Außer Spesen nichts gewesen?
Editorial
Editorial
Weniger geht kaum: „Anhaltspunkt für einen geringen Zusatznutzen gegenüber der optimierten Standardtherapie“. Das ist die ernüchternde Bewertung von Empagliflozin in seiner Indikation symptomatische, chronische Herzinsuffizienz durch den Gemeinsamen Bundesausschuss (1;2). Das Ergebnis beider Bewertungen – bereits Anfang 2022 bei symptomatischer, chronischer Herzinsuffizienz und jetzt aktuell im September 2022 bei chronischer Herzinsuffizienz mit reduzierter Ejektionsfraktion – steht in erstaunlichem Widerspruch zu den Werbeaussagen zum Präparat, mit denen aktuell der pharmazeutische Hersteller die geneigte Ärzteschaft überzieht. Die nicht unbedingt für wissenschaftliche Neutralität bekannte Ärzte Zeitung jubelte geradezu: „Herzinsuffizienz: Bessere Prognose mit Empagliflozin“ (3).

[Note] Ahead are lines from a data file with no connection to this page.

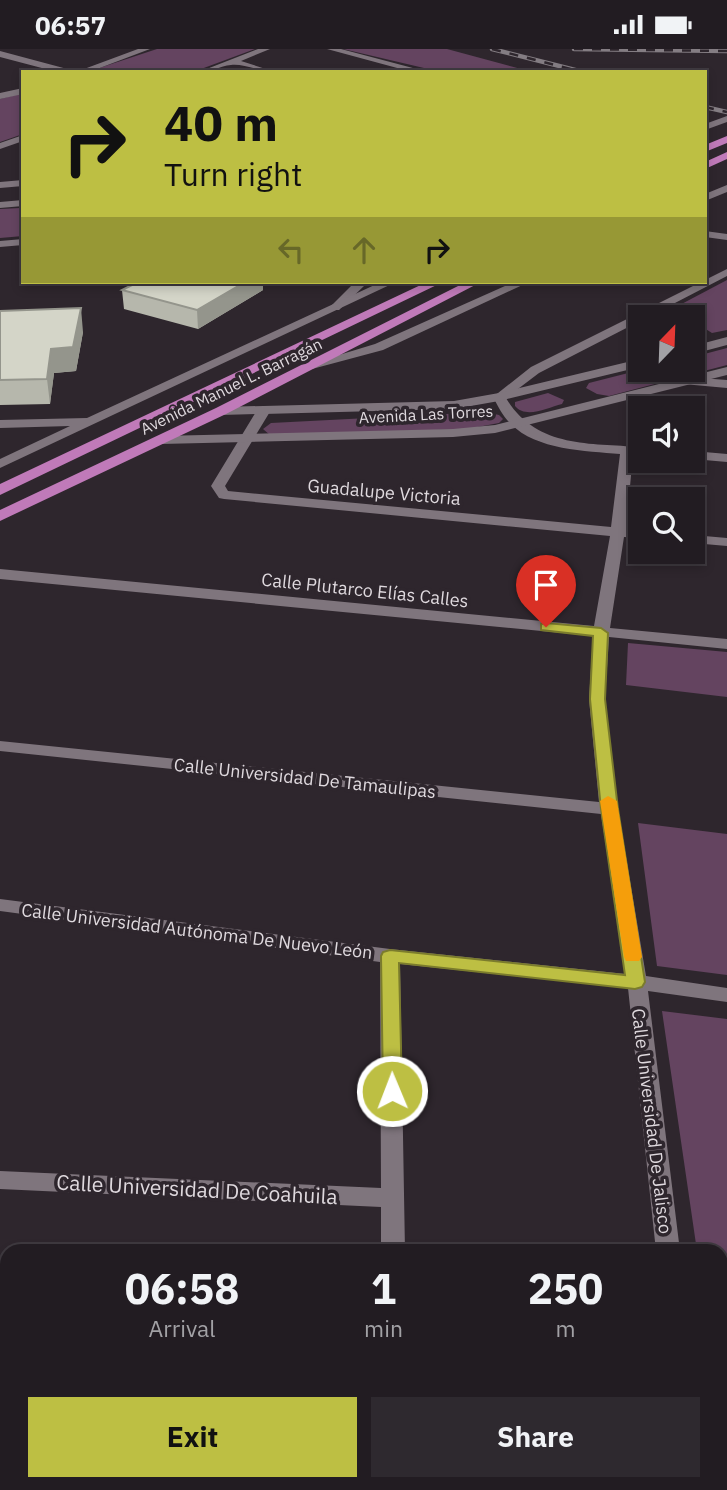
<!DOCTYPE html>
<meta charset="utf-8">
<style>
:root{--surface:#221c22;--page:#2e292f;--text:#f1f3f6;--muted:#a2a1a5;--line:#3f3a40;--accent:#bdbf43}
body{margin:0;font-family:"IBM Plex Sans",sans-serif;background:var(--page);color:var(--text);height:100vh;display:flex;flex-direction:column;font-size:26px;white-space:nowrap}
*{box-sizing:border-box;margin:0}
p{font-size:23px;color:var(--muted)}
.icon{flex:none;width:38px;height:38px;fill:none;stroke:currentColor;stroke-width:2;stroke-linecap:round;stroke-linejoin:round}
.map{position:relative;flex:1;overflow:hidden}
.drawer{position:absolute;left:0px;top:1195px;width:728px;height:247px;display:flex;flex-direction:column;background:var(--surface);border-radius:21px 21px 0 0;box-shadow:0 4px 10px #0003,0 0 0 2px var(--line)}
.drawer>*{flex:none}
.top-card{position:absolute;left:21px;top:21px;width:686px;height:214px;border-radius:0px;box-shadow:0 4px 10px #0003,0 0 0 2px var(--line);background:#bdbf43;color:#111;overflow:hidden}
.needle{width:46px;rotate:23deg}
.buttons{position:absolute;left:628px;top:256px;display:grid;gap:14px}
.buttons a{display:grid;place-items:center;width:77px;height:77px;border-radius:0px;background:var(--surface);box-shadow:0 4px 10px #0003,0 0 0 2px var(--line);font-size:35px}
.pin{position:absolute;display:grid;place-items:center;width:60px;height:60px;color:#fff;margin:-72px -30px;border-radius:50% 50% 50% 0;rotate:-45deg;box-shadow:0 0 7px #0007}
.pin .icon{rotate:45deg}
.me{position:absolute;width:77px;margin:-38px;rotate:359deg;stroke-linejoin:round;filter:drop-shadow(0 0 5px #0008)}
.turn{display:flex;align-items:center;gap:24px;height:147px;padding:0 28px;font-size:32px}
.turn .icon{width:91px;height:91px;stroke-width:2.5}
.turn b{display:block;font-size:49px;line-height:60px}
.lanes{display:flex;align-items:center;height:66px;padding:0 28px;background:#0003;justify-content:center;gap:35px;direction:ltr}
.lanes .off{opacity:.35}
.eta{display:flex;justify-content:space-evenly;align-items:center;height:119px;text-align:center}
.eta b{font-size:42px;font-weight:700;line-height:49px}
.button{display:flex;gap:14px;margin-top:auto;padding:14px 28px}
.button a{flex:1;height:80px;border-radius:0px;background:var(--accent);color:#111;font-size:28px;font-weight:700;line-height:80px;text-align:center}
.button a+a{background:var(--page);color:var(--text)}
.status{display:flex;justify-content:space-between;align-items:center;height:49px;padding:0 35px;background:var(--surface);direction:ltr}
.status svg{height:19px;fill:currentColor}
.map>svg:first-child{display:block}
.green{fill:#644460}
.lines{fill:none;stroke-linecap:round;stroke-linejoin:round}
.minor{fill:#7f757d;fill-rule:evenodd}
.tertiary{fill:#7f757d;fill-rule:evenodd}
.trunk{fill:#c07ab9;fill-rule:evenodd}
.rail-casing{stroke:#847d83;stroke-width:4.5}
.rail{stroke:#2e262d;stroke-width:2.5;stroke-dasharray:9;stroke-linecap:butt}
.wall{fill:#b6b7ac}
.shaded-wall{fill:#94958c}
.building{fill:#d4d5c8;stroke:#94958c;stroke-width:2}
.route{fill:#bdbf43;stroke:#7b7c2c;stroke-width:2}
.slow{fill:#f59e0b}
.labels{text-anchor:middle;dominant-baseline:central;stroke-width:7;stroke-linejoin:round;paint-order:stroke}
.far-street-label{font-size:16px;fill:#dfd9de;stroke:#2e262d}
.street-label{font-size:18px;fill:#dfd9de;stroke:#2e262d}
.near-street-label{font-size:21px;fill:#dfd9de;stroke:#2e262d}
</style>
<div class="status"><b>06:57</b><svg viewBox="0 0 49 12"><path d="M0 12V9h3v3zM5 12V6h3v6zM10 12V3h3v9zM15 12V0h3v12zM26 1h20v11H26zM47 4h2v5h-2z"/></svg></div>
<div class="map">
<svg width="727" height="1441" viewBox="0 0 727 1441">
<rect width="100%" height="100%" fill="#2e262d"/>
<path class="green" d="M157 0H255L193 23H87Z
M343 0H447L532 23H441Z
M23 44V85L0 93V50Z
M20 159 23 187 0 189V160Z
M727 231V281L712 284 693 272V268H687L674 259Z
M727 299V316L609 347 597 345 586 339 589 334 644 320H693V308Z
M548 344 564 351 562 355C547 359 526 370 515 357V353Z
M485 363 499 366 503 370 499 374 467 380 270 386 263 380 271 374Z
M628 594 727 603V648L626 636Z
M638 774 727 785V926L657 917Z
M662 962 727 970V1333H721V1202H697Z"/>
<g class="lines">
<path class="minor" d="M138 0H150L89 23H76Z
M258 0H270L241 12 275 23C262 23 242 14 231 16 220 17 211 23 199 23Z
M0 2 71 21 72 23H57L0 8Z
M23 39V45L0 50V44Z
M23 86V92L0 100V94Z
M23 131V137L0 139V133Z
M23 151V157L0 159V153Z
M705 182 727 185V191L705 188Z
M23 190V196L0 198V192Z
M727 220V227L648 268H640V272L539 324 506 349C536 399 589 394 640 398V406H633L626 479 640 481V489L624 488 610 579 727 590V600L609 588 605 650 618 760 646 927 727 939V953L648 942 680 1202H656L628 939 400 915 405 1202H381V1158L0 1140V1122L381 1139 380 913 0 862V850L390 900 626 925 601 765 0 702V692L599 753 589 650 593 587 0 530V520L594 577 610 487 224 450 219 449 211 437 257 361 264 357 271 361 225 437 228 442 611 478 620 405C586 402 536 401 511 375 503 368 498 357 493 348L531 318Z
M350 233H362L364 237 339 261H331V257L352 236Z
M687 328 727 331V339L683 335V329Z
M693 402 727 405V413L693 410Z
M693 486 727 489V497L693 494Z
M0 1369H7V1393H0Z
M376 1435H402V1441H376Z
M684 1435H710V1441H684Z"/>
<path class="tertiary" d="M327 0H341L428 23H412Z
M727 67V73L705 81V75Z
M727 136V143L705 152V145Z
M381 233H396L0 419V410L70 377 0 379V371L87 369Z
M514 233H529L383 301 312 320 306 316 375 295Z
M727 288V296L693 305V297Z
M640 310V318L499 352 454 360 221 366 214 362 221 358 454 352 499 344Z
M727 318V326L495 384 453 388 161 395 154 391 161 387 453 380 495 376Z"/>
<path class="trunk" d="M727 87V94L705 103V96Z
M727 103V110L705 120V113Z
M427 233H443L0 446V435Z
M466 233H481L226 365 0 472V461L216 359Z"/>
<defs>
<path id="rail" d="M492 0 583 23
M574 0 727 2
M705 58 727 63"/>
</defs>
<use href="#rail" class="rail-casing"/>
<use href="#rail" class="rail"/>
</g>
<path class="wall" d="M122 241H263L198 280 124 260Z
M0 262 83 283 76 322 54 324 50 355 0 356Z"/>
<path class="shaded-wall" d="M245 233H263V241L198 280 197 261Z
M81 259 83 283 76 322 54 324 50 355 47 330 51 300Z"/>
<path class="building" d="M138 233H245L197 261 122 241Z
M81 259 73 298 51 300 47 330 0 331V262Z"/>
<path class="route" d="M546 574 601 579 608 584 605 650 618 760 645 933 642 938 635 940 399 914 402 1042 399 1047 392 1049 385 1047 383 1042 381 907 383 903 390 901 625 926 601 760 590 650 593 587 541 581V575Z"/>
<path class="slow" d="M608 747 617 752 642 908 639 912H626L624 908 600 752Z"/>
<g class="labels">
<g class="far-street-label">
<text transform="translate(231 337) rotate(-26)">Avenida Manuel L. Barragán</text>
<text transform="translate(426 365) rotate(-3)">Avenida Las Torres</text>
</g>
<g class="street-label">
<text transform="translate(384 443) rotate(5)">Guadalupe Victoria</text>
<text transform="translate(365 541) rotate(6)">Calle Plutarco Elías Calles</text>
<text transform="translate(305 729) rotate(6)">Calle Universidad De Tamaulipas</text>
<text transform="translate(197 882) rotate(7)">Calle Universidad Autónoma De Nuevo León</text>
<text transform="translate(652 1072) rotate(83)">Calle Universidad De Jalisco</text>
</g>
<g class="near-street-label">
<text transform="translate(197 1140) rotate(3)">Calle Universidad De Coahuila</text>
</g>
</g>
</svg>
<div class="buttons">
<a><svg class="needle" viewBox="-14 -14 28 28"><path d="M0-13l5 13h-10z" fill="#e53935"/><path d="M0 13l5-13h-10z" fill="#a2a1a5"/></svg></a>
<a><svg class="icon" aria-label="sound" viewBox="0 0 24 24"><path d="M4 9h4l5-4v14l-5-4H4zM17 9q2 3 0 6"/></svg></a>
<a><svg class="icon" aria-label="search" viewBox="0 0 24 24"><circle cx="10" cy="10" r="6"/><path d="M15 15l6 6"/></svg></a>
</div>
<div class="pin" style="left:546px;top:578px;background:#d93025"><svg class="icon" aria-label="arrive" viewBox="0 0 24 24"><path d="M6 21V4h12l-3 4 3 4H6"/></svg></div>
<svg class="me" style="left:392px;top:1042px" viewBox="-20 -20 40 40"><circle r="17" fill="#bdbf43" stroke="#fff" stroke-width="3"/><path d="M0-11L8 9 0 5-8 9z" fill="#fff"/></svg>
<div class="top-card">
<div class="turn"><svg class="icon" aria-label="right" viewBox="0 0 24 24"><path d="M7 20v-9h11M14 6l5 5-5 5"/></svg><div><b>40 m</b>Turn right</div></div>
<div class="lanes"><svg class="icon off" aria-label="left" viewBox="0 0 24 24"><path d="M17 20v-9H6M10 6l-5 5 5 5"/></svg><svg class="icon off" aria-label="ahead" viewBox="0 0 24 24"><path d="M12 20V5M6 11l6-6 6 6"/></svg><svg class="icon" aria-label="right" viewBox="0 0 24 24"><path d="M7 20v-9h11M14 6l5 5-5 5"/></svg></div>
</div>
<section class="drawer">
<div class="eta">
<div><b>06:58</b><p>Arrival</p></div>
<div><b>1</b><p>min</p></div>
<div><b>250</b><p>m</p></div>
</div>
<div class="button"><a>Exit</a><a>Share</a></div>
</section>
</div>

Haben IQWiG (4;5), AkdÄ (6;7) und G-BA da irgendetwas übersehen? Der Artikel zum Thema in diesem Heft klärt die Leserinnen und Leser in präziser und gut verständlicher Form darüber auf, wie Ergebnisse klinischer Studien kritisch hinterfragt werden müssen, insbesondere wie nach Confoundern (störende methodische Faktoren, die Ergebnisse oder deren Interpretation verzerren können) gefahndet werden muss. Die SGLT2-Inhibitoren wie Empagliflozin mögen eine Erweiterung der Möglichkeiten der Herzinsuffizienzbehandlung darstellen. Ein therapeutischer Durchbruch im Sinne einer Prognoseverbesserung (Morbidität und Mortalität) sind sie nicht.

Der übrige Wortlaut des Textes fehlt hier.